Kaur has navigated the advantages and shortcomings of the internet with expert grace. Her unrelentingly honest depictions of womanhood, abuse, family and love reach over 1.2 million followers daily. Her debut book of poetry milk & honey, originally self-published before being picked up Andrew McNeels Publishing, has now become a New York Times bestseller.
Yet she’s run into difficulty too. In 2015, she shared a series of photographs on Instagram of a young woman strewn over her bed, menstrual blood trailing from her trackpants to her sheets. Believing it to violate their community guidelines, the platform took down the photo. Twice. Kaur protested the baseless decision by drawing attention to the glaring contradiction of it — that Instagram can be a place for women to be objectified, but not humanised.

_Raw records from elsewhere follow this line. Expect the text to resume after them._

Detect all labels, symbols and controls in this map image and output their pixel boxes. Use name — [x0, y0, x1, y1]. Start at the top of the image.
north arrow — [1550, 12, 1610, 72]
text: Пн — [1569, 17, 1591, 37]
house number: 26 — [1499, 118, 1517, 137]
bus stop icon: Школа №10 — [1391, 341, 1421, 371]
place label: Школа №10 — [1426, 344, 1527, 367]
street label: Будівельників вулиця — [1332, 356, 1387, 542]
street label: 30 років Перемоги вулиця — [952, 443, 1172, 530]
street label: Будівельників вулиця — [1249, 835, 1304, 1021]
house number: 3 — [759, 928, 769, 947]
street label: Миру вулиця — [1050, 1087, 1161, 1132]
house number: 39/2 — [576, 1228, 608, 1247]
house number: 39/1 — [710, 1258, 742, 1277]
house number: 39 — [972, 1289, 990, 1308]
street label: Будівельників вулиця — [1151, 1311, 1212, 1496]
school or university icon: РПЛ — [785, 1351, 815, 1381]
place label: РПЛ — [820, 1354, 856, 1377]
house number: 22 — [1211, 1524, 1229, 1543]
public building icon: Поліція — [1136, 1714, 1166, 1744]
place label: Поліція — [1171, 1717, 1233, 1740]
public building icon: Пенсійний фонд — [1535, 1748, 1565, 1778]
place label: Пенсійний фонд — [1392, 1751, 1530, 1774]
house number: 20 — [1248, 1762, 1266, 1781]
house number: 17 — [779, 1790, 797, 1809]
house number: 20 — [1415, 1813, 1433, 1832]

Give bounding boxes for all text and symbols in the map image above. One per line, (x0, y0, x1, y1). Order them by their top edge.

“I will not apologise for not feeding the ego and pride of a misogynist society that will have my body in underwear but not be okay with a small leak,” she wrote. Kaur attracted enormous worldwide support. Instagram relented.
Rupi described the victory as not just hers to celebrate, and encouraged her readers to take pride in too. “You made a giant see that it is only a giant ’cause you are part of its existence,” she wrote. Kaur’s work sits as an example of empowerment and activism, a shining light for young artists and a refreshing signal that new poetry is for everyone.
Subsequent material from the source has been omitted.